──────── SOURCE DATA ────────

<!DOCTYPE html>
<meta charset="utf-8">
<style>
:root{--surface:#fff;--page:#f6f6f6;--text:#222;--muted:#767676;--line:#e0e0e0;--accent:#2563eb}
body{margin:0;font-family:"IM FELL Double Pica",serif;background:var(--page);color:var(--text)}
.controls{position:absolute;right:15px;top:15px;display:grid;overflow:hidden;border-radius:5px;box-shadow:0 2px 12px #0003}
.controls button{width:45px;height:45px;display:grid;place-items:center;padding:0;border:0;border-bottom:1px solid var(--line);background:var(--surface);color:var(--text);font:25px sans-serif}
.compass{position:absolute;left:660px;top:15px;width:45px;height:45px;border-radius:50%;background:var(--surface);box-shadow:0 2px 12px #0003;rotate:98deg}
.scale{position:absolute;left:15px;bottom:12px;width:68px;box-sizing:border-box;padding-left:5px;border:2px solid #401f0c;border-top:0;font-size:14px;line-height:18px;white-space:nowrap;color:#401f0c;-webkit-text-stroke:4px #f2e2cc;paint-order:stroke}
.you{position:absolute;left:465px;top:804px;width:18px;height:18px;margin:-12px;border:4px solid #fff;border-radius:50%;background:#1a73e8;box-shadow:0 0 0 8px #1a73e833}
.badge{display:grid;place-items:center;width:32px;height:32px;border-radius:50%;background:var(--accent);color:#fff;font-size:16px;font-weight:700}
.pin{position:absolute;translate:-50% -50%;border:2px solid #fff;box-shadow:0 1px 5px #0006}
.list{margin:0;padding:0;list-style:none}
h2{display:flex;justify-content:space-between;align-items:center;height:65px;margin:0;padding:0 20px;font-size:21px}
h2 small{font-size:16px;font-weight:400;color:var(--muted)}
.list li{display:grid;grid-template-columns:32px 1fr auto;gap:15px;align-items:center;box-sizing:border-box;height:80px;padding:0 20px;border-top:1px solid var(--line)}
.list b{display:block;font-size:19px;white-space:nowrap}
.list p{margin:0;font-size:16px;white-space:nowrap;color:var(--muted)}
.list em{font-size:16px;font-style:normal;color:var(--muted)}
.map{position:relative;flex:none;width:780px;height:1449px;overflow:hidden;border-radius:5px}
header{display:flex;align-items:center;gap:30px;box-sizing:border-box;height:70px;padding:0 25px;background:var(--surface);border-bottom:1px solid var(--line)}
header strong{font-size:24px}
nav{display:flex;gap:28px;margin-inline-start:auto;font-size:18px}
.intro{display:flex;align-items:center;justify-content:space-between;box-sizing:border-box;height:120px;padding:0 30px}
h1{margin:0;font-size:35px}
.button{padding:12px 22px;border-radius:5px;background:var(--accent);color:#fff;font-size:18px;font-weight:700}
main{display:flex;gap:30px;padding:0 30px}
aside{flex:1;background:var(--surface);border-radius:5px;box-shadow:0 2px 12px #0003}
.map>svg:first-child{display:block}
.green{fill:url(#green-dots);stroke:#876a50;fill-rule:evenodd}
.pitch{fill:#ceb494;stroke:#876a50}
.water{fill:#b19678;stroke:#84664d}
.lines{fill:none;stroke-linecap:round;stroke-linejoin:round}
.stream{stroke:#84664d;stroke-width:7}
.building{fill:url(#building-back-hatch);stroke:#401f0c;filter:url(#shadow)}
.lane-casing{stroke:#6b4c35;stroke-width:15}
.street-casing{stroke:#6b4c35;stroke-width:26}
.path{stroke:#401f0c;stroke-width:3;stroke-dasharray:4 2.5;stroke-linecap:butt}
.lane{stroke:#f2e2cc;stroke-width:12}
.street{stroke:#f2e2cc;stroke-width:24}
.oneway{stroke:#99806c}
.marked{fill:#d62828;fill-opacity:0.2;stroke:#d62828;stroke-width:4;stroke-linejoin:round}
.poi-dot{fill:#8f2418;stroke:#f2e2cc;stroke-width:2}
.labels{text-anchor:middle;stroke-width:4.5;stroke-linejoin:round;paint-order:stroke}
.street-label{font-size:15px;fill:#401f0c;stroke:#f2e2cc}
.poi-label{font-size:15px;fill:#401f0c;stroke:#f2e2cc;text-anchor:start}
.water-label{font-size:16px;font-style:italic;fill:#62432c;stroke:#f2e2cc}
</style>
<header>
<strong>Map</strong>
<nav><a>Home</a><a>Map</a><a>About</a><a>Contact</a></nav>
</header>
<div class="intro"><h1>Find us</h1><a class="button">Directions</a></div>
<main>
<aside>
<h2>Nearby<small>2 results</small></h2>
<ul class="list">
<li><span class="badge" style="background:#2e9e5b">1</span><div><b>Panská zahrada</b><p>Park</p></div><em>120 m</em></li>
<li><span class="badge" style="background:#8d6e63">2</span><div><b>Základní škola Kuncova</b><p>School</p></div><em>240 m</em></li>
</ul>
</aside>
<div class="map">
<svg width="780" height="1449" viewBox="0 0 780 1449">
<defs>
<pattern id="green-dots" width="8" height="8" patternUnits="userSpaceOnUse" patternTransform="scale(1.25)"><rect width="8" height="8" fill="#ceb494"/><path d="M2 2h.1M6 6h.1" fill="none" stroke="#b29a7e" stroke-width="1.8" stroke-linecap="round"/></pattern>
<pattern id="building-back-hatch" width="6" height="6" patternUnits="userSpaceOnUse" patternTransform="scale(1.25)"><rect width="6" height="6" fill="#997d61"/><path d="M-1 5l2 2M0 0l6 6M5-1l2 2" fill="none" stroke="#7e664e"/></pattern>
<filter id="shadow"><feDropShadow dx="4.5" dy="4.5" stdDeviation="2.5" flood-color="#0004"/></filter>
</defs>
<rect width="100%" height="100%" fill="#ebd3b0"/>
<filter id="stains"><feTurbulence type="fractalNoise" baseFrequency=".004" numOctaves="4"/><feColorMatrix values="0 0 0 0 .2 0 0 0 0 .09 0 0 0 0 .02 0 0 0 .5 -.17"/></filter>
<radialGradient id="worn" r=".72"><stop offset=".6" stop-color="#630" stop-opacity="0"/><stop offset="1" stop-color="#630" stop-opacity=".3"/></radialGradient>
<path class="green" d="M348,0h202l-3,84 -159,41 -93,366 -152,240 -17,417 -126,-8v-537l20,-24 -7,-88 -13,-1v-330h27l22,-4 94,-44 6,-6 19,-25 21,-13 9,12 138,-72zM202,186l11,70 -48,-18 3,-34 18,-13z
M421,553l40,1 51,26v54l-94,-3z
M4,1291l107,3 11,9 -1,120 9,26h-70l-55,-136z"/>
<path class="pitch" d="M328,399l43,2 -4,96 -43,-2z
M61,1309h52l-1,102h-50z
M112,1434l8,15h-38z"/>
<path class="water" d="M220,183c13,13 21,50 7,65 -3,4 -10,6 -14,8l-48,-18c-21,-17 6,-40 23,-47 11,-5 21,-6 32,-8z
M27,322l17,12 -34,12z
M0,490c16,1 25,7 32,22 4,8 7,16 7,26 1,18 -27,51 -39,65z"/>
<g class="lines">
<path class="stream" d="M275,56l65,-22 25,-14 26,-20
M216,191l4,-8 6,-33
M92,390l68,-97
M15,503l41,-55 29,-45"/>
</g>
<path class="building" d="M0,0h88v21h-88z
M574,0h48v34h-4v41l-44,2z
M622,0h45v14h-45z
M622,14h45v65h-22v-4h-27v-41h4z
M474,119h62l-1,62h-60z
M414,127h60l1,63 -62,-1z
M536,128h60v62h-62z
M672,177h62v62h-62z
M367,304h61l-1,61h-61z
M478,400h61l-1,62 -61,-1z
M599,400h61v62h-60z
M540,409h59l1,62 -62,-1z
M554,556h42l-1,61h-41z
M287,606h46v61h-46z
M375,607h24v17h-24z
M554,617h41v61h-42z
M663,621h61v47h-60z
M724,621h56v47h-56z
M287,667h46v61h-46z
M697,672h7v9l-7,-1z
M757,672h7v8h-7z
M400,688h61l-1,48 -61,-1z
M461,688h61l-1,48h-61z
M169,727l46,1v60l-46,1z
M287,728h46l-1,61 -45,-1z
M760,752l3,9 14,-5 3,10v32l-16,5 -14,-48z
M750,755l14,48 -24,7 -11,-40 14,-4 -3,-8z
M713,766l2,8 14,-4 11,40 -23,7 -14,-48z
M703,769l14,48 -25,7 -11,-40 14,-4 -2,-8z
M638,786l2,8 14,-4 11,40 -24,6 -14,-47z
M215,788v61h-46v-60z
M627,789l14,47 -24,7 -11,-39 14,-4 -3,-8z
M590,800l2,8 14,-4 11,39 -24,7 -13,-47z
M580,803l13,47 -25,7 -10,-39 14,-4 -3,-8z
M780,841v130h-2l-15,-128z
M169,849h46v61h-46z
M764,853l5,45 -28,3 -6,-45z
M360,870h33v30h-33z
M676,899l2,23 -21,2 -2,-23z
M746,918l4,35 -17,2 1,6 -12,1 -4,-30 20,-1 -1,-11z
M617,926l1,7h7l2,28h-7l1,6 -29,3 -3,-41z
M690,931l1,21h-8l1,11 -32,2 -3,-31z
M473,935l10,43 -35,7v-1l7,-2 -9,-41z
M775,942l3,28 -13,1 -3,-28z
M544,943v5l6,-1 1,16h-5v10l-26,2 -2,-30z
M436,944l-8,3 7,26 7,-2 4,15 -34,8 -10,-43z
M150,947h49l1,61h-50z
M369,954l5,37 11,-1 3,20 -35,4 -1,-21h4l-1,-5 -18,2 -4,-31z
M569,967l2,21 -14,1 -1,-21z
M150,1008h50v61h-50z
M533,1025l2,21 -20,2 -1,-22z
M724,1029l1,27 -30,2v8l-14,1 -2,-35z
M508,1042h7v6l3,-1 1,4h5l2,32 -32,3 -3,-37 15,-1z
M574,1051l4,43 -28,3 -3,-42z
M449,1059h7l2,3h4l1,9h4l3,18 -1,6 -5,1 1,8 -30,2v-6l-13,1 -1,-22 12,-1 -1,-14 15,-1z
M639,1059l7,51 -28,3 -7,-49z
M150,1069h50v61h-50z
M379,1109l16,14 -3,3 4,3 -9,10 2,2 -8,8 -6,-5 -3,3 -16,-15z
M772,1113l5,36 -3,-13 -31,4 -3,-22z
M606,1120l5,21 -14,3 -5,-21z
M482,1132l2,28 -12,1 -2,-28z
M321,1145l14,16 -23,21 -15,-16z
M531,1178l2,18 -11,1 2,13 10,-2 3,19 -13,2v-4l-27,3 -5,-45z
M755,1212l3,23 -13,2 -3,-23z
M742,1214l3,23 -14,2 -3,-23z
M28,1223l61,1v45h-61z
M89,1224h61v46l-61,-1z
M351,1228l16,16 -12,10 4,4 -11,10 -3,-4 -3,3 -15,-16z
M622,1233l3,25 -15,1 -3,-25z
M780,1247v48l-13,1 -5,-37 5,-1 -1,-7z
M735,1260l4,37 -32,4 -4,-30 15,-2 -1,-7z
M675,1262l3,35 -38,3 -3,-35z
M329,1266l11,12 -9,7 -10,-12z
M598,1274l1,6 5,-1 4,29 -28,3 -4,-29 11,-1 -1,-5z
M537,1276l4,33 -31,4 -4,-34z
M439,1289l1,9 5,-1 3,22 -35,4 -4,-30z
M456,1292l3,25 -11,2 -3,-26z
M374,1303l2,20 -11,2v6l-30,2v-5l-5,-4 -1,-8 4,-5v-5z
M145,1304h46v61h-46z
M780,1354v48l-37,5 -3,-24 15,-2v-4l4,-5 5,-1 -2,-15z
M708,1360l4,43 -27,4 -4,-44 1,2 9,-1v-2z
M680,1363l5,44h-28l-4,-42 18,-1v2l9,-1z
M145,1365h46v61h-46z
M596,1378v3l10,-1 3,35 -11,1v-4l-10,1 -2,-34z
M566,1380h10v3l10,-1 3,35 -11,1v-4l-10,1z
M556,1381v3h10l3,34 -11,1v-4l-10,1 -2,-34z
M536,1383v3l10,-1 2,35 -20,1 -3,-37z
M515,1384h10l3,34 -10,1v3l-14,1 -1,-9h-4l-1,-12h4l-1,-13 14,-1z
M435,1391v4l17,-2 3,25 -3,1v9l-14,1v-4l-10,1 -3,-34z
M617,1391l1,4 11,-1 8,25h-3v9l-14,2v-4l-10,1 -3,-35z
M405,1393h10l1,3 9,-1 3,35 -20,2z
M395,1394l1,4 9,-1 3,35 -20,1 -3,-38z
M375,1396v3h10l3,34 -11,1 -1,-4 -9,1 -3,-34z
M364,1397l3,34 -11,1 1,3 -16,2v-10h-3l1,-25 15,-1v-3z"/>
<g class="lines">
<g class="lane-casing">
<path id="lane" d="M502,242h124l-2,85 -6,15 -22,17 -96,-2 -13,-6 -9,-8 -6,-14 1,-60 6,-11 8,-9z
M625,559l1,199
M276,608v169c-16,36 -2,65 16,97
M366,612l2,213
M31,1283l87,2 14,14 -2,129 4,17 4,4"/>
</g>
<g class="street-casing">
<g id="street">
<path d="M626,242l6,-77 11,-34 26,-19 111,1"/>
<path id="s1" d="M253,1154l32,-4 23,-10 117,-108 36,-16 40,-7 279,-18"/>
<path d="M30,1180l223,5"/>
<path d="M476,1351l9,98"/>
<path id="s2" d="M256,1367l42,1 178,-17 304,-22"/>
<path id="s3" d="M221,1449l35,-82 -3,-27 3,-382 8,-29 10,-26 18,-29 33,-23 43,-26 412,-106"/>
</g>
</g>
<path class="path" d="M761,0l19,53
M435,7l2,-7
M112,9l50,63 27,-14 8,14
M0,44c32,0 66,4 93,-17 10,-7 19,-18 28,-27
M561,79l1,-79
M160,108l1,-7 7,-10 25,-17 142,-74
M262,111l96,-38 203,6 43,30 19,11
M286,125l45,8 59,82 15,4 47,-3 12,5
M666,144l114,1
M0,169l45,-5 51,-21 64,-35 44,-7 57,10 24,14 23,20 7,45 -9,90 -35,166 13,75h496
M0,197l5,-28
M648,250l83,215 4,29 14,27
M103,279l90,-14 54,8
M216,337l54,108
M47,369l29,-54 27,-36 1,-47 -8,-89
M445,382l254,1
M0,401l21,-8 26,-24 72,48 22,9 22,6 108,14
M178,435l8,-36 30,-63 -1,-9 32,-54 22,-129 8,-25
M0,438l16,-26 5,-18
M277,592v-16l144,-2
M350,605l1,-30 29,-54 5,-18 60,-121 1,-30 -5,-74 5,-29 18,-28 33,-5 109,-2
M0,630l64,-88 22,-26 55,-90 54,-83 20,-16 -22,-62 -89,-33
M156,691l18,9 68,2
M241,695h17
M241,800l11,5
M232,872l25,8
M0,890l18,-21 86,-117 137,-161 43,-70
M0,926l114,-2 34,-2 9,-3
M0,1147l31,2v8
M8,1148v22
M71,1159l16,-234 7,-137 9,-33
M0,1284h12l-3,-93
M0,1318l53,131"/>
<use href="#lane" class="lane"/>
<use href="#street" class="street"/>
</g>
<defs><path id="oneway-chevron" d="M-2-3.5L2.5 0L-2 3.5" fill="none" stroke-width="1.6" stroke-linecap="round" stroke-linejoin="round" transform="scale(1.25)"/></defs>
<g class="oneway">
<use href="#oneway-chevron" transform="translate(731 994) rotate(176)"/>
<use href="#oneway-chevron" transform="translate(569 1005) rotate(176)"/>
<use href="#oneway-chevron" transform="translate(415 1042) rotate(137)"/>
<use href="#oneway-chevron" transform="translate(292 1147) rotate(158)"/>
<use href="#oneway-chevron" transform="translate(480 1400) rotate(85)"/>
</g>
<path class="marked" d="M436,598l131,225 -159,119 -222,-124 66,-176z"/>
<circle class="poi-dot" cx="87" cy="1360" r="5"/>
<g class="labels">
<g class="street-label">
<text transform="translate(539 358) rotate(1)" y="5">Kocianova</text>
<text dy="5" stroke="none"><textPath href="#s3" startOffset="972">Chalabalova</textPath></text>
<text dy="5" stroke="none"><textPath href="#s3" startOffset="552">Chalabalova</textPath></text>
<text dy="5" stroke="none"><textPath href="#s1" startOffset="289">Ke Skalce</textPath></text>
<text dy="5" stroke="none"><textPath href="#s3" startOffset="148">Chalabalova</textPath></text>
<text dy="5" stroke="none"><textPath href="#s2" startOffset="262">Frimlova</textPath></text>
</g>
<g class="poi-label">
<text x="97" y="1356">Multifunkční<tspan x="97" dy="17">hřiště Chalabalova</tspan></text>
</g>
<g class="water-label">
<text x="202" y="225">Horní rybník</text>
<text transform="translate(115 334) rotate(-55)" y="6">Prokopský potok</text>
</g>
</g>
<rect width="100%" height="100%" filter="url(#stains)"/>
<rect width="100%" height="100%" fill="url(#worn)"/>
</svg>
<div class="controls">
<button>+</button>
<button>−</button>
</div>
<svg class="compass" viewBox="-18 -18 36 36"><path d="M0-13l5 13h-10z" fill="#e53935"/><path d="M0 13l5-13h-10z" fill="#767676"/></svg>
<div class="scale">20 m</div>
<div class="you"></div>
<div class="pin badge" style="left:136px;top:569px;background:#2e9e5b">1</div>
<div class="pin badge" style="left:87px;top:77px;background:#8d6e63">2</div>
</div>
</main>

────────

ABOUT THIS EXERCISE —
Filter by the word "labels": copy every line of the data that holds it.

RESULT FOR THIS EXERCISE —
.labels{text-anchor:middle;stroke-width:4.5;stroke-linejoin:round;paint-order:stroke}
<g class="labels">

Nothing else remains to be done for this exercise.